[Dataset items]
○ ○ ○ ○

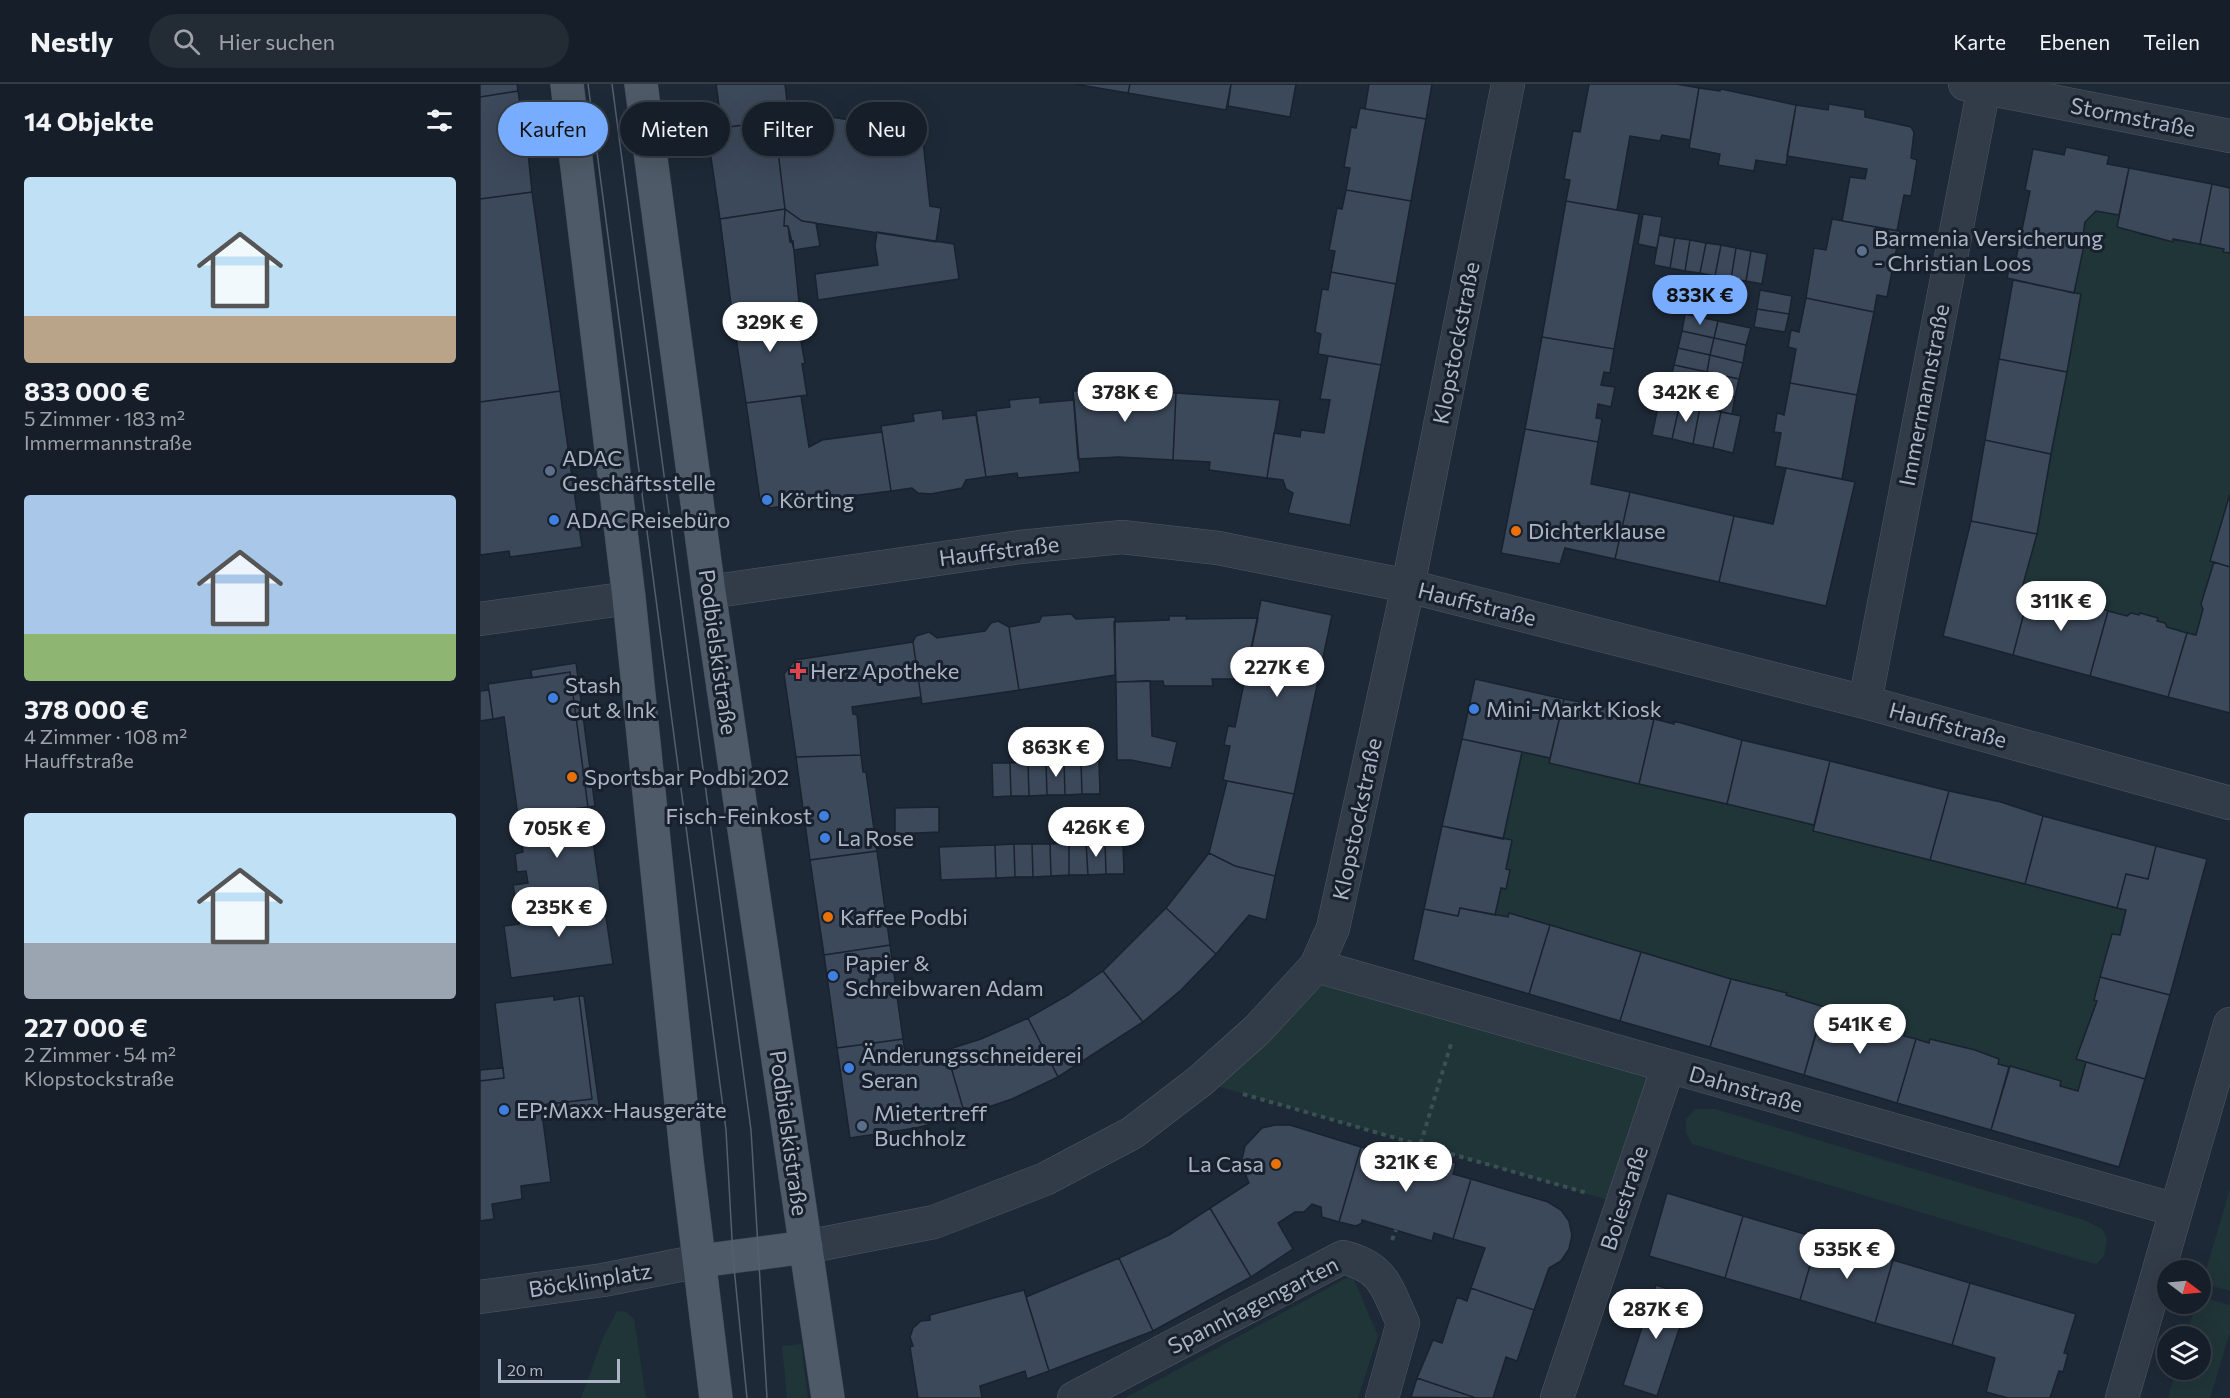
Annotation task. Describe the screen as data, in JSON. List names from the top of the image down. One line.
{"streets":{"main road":["Podbielskistraße"],"street":["Stormstraße","Klopstockstraße","Immermannstraße","Hauffstraße","Dahnstraße","Boiestraße","Böcklinplatz","Spannhagengarten"]},"crossings":[["Stormstraße","Immermannstraße"],["Klopstockstraße","Hauffstraße"],["Klopstockstraße","Podbielskistraße"],["Klopstockstraße","Dahnstraße"],["Immermannstraße","Hauffstraße"],["Hauffstraße","Podbielskistraße"],["Dahnstraße","Boiestraße"]],"places":{"other":["Barmenia Versicherung - Christian Loos","ADAC Geschäftsstelle","Körting","ADAC Reisebüro","Dichterklause","Stash Cut & Ink","Mini-Markt Kiosk","Sportsbar Podbi 202","Fisch-Feinkost","La Rose","Kaffee Podbi","Papier & Schreibwaren Adam","Änderungsschneiderei Seran","EP:Maxx-Hausgeräte","Mietertreff Buchholz","La Casa"],"health":["Herz Apotheke"]},"scale_bar":"20 m","north":"right","page":{"header":"Nestly","search":"Hier suchen","nav":["Karte","Ebenen","Teilen"],"heading":"14 Objekte","chip":["Kaufen","Mieten","Filter","Neu"],"list":[{"name":"833 000 €","note":"5 Zimmer · 183 m² · Immermannstraße"},{"name":"378 000 €","note":"4 Zimmer · 108 m² · Hauffstraße"},{"name":"227 000 €","note":"2 Zimmer · 54 m² · Klopstockstraße"}],"price":["833K €","329K €","378K €","342K €","311K €","227K €","863K €","426K €","705K €","235K €","541K €","321K €","535K €","287K €"],"scale":"20 m"}}
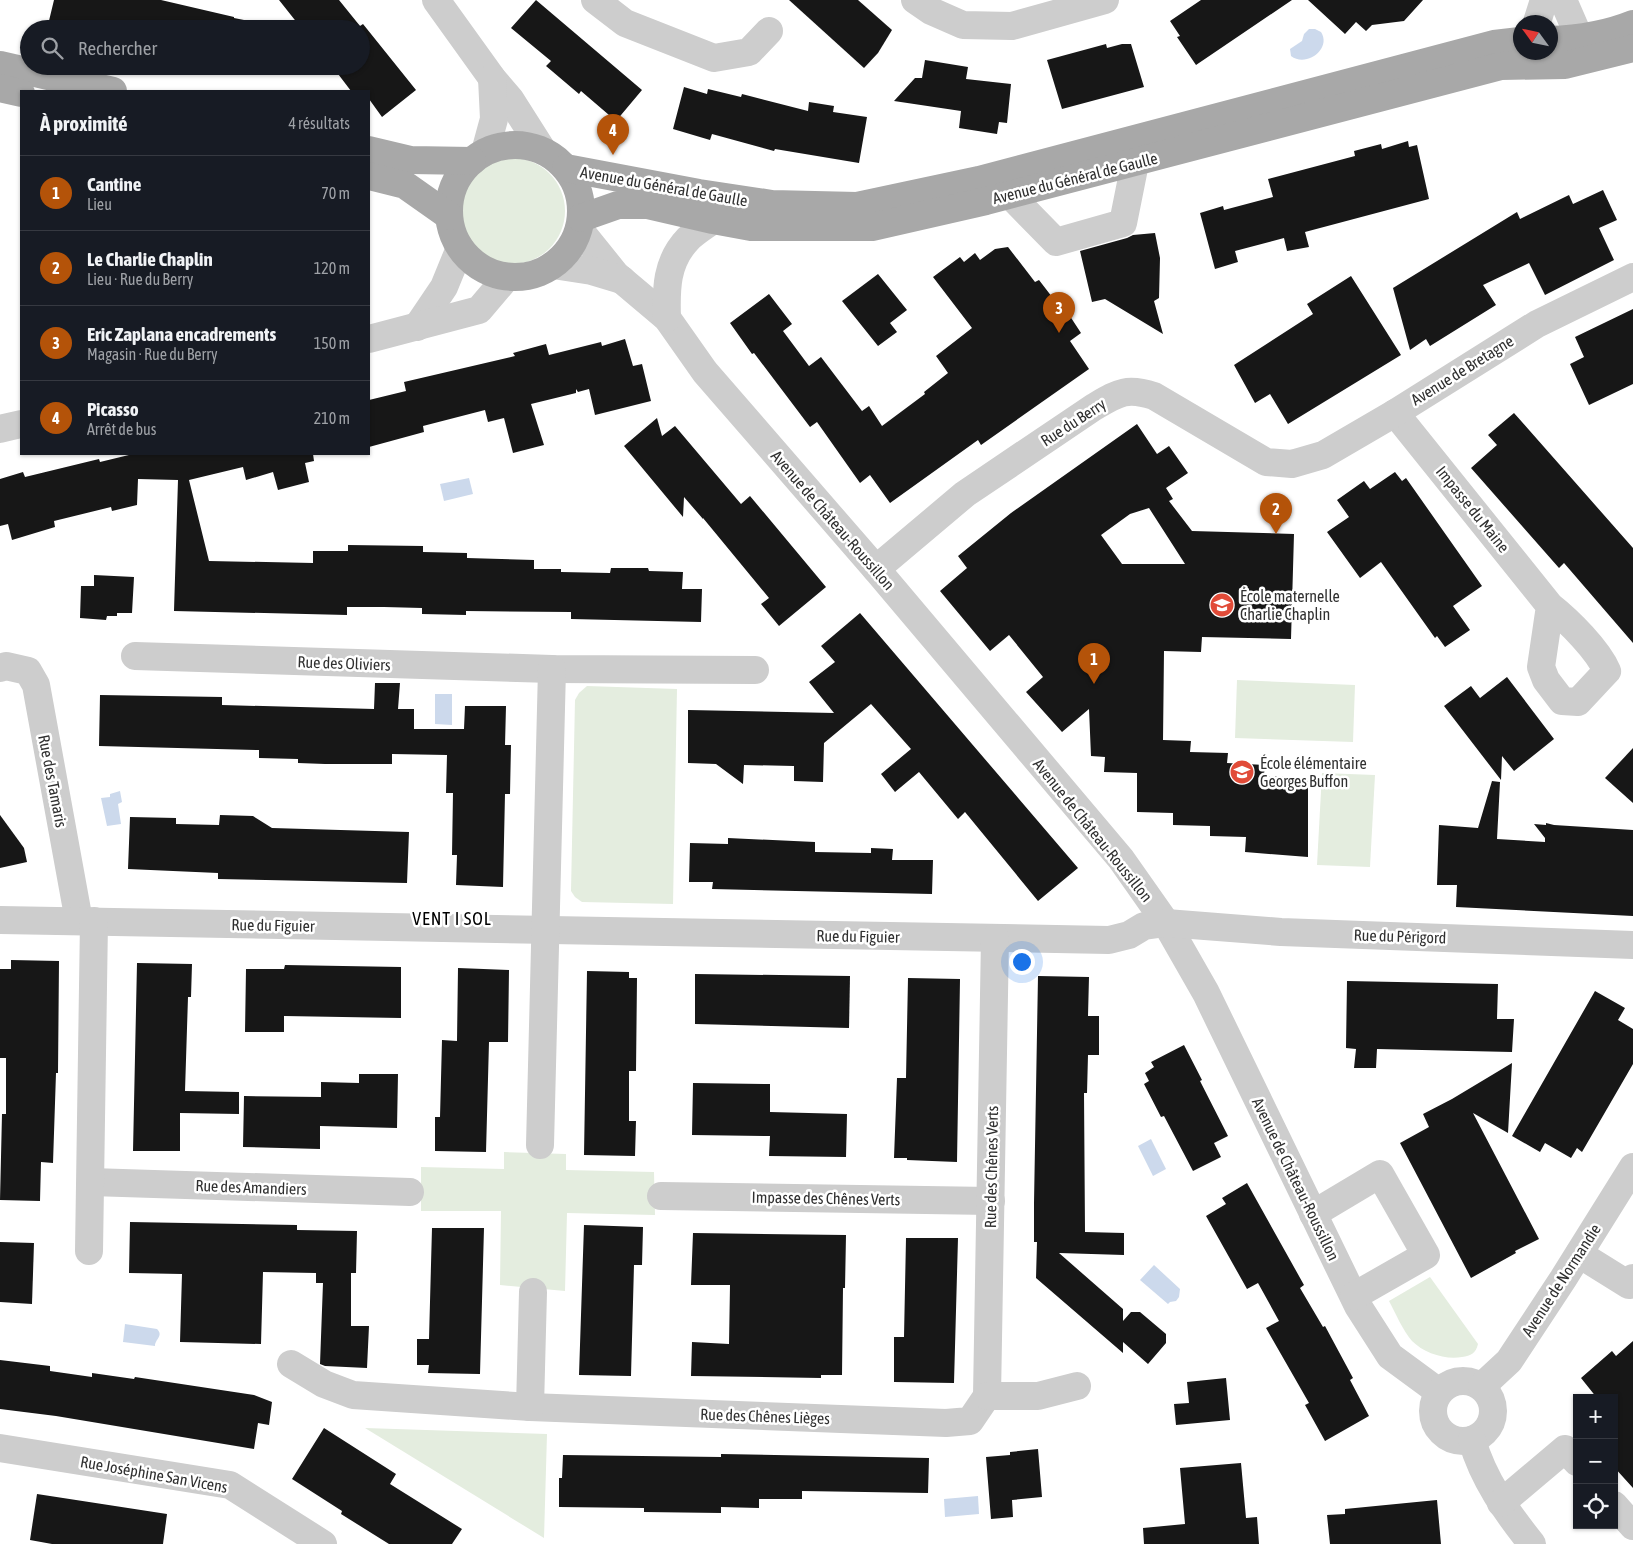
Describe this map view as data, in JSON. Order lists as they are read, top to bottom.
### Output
{
  "streets": {
    "main road": ["Avenue du Général de Gaulle"],
    "street": [
      "Avenue de Bretagne",
      "Rue du Berry",
      "Impasse du Maine",
      "Avenue de Château-Roussillon",
      "Rue des Oliviers",
      "Rue des Tamaris",
      "Rue du Figuier",
      "Rue du Périgord",
      "Rue des Chênes Verts",
      "Rue des Amandiers",
      "Impasse des Chênes Verts",
      "Avenue de Normandie",
      "Rue des Chênes Lièges",
      "Rue Joséphine San Vicens"
    ]
  },
  "crossings": [
    ["Avenue du Général de Gaulle", "Avenue de Château-Roussillon"],
    ["Avenue de Bretagne", "Rue du Berry"],
    ["Avenue de Bretagne", "Impasse du Maine"],
    ["Rue du Berry", "Avenue de Château-Roussillon"],
    ["Avenue de Château-Roussillon", "Rue du Figuier"],
    ["Avenue de Château-Roussillon", "Rue du Périgord"],
    ["Avenue de Château-Roussillon", "Avenue de Normandie"],
    ["Rue des Tamaris", "Rue du Figuier"],
    ["Rue du Figuier", "Rue du Périgord"],
    ["Rue du Figuier", "Rue des Chênes Verts"],
    ["Rue des Chênes Verts", "Impasse des Chênes Verts"],
    ["Rue des Chênes Verts", "Rue des Chênes Lièges"]
  ],
  "districts": ["VENT I SOL"],
  "places": {
    "school or university": ["École maternelle Charlie Chaplin", "École élémentaire Georges Buffon"]
  },
  "north": "top left",
  "page": {
    "search": "Rechercher",
    "heading": ["À proximité", "4 résultats"],
    "pins": [
      "4",
      "3",
      "2",
      "1"
    ],
    "list": [
      {
        "mark": "1",
        "name": "Cantine",
        "note": "Lieu",
        "value": "70 m"
      },
      {
        "mark": "2",
        "name": "Le Charlie Chaplin",
        "note": "Lieu · Rue du Berry",
        "value": "120 m"
      },
      {
        "mark": "3",
        "name": "Eric Zaplana encadrements",
        "note": "Magasin · Rue du Berry",
        "value": "150 m"
      },
      {
        "mark": "4",
        "name": "Picasso",
        "note": "Arrêt de bus",
        "value": "210 m"
      }
    ],
    "map_buttons": ["+", "−"]
  }
}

○ ○ ○ ○

Scan the records above for the string "Charlie", then report every line that contains it.

    "school or university": ["École maternelle Charlie Chaplin", "École élémentaire Georges Buffon"]
        "name": "Le Charlie Chaplin",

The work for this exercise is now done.